Joe Bauserman

Profile
- Position: Quarterback

Personal information
- Born: October 4, 1985 (age 40) Leesburg, Virginia, U.S.
- Listed height: 6 ft 2 in (1.88 m)
- Listed weight: 230 lb (104 kg)

Career information
- High school: Lincoln High School (Tallahassee, Florida)
- College: Ohio State (2008–2011)
- NFL draft: 2012 (undrafted)

= Joe Bauserman =

American football and baseball player (born 1985)

Joseph N. Bauserman (born October 4, 1985) is an American former football quarterback for the Ohio State Buckeyes.

==Early life==
Bauserman played his junior through senior seasons at Lincoln High School, in Tallahassee, Florida. In his seasons at Strasburg High School in Strasburg, Virginia, he was all-state in football and baseball. As a senior at Lincoln, he was named captain of the football team, and went on to throw for 3,000 yards and 28 touchdowns as a junior and 2,000 yards and 27 touchdowns as a senior. He was named All-conference, and made a verbal commitment to Ohio State before choosing baseball.

==Baseball career==
After high school, Bauserman decided to skip college and signed a professional contract with the Pittsburgh Pirates. There he played for the GCL Pirates, the Williamsport Crosscutters, and the Hickory Crawdads. In his three seasons, he compiled a 14–12 record with a 3.42 ERA as a starting pitcher.

==College career==
In 2007, Bauserman joined the Ohio State football program as a walk-on and red-shirted. For the next three seasons, he served as the backup to Terrelle Pryor, seeing action in every season, and even throwing a touchdown pass in the 2010 game versus the Purdue Boilermakers.
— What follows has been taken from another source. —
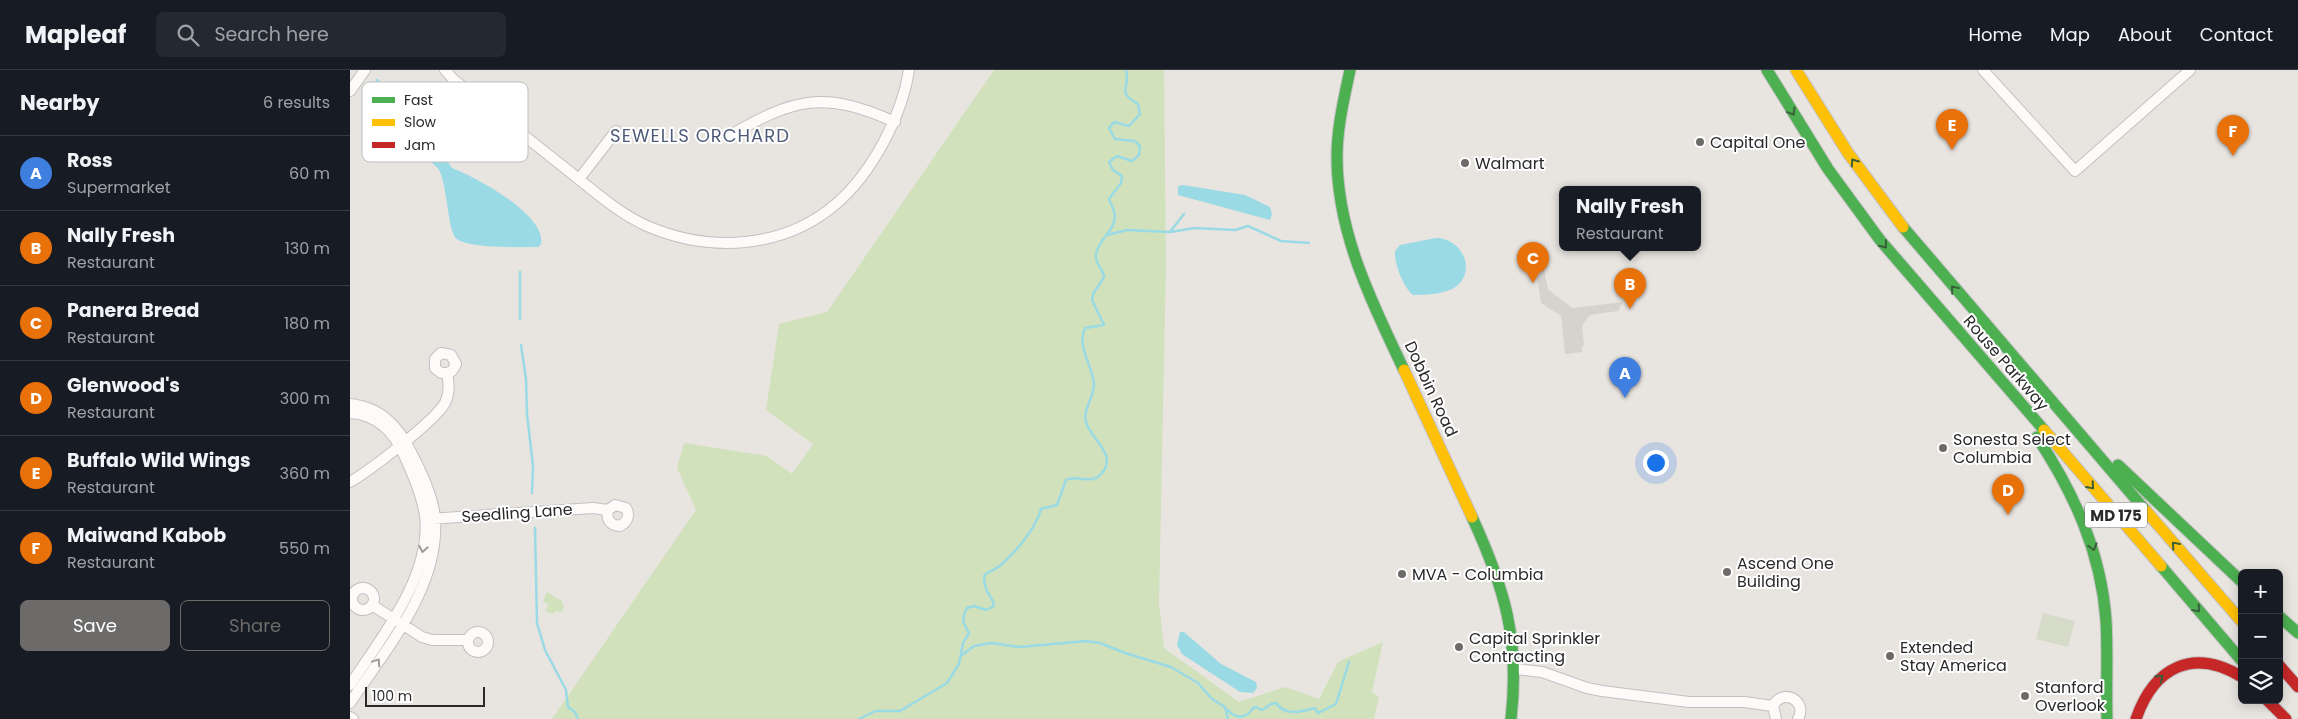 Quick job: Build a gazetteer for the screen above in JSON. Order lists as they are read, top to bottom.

In 2011, Bauserman was named the starter, and got his first career start against the Akron Zips; he attempted 16 passes and completed 12 of those passes for 163 yards and 3 passing touchdowns. Bauserman also ran six times for 32 yards including a 15-yard touchdown run. All three of his passing touchdowns went to the tight end Jake Stoneburner. After struggling against the Miami Hurricanes, he was benched and Braxton Miller became the starter for the rest of the season. Miller then fell victim to injury in the game against the Nebraska Cornhuskers and Bauserman came in with Ohio State leading 27–13 in the third quarter. Bauserman continued to struggle at the position going 1 for 10 with an interception and Ohio State fell to Nebraska, 34–27. Bauserman finished the season as the third-string quarterback with Kenny Guiton promoted to second string. He did not take another snap for the rest of the season.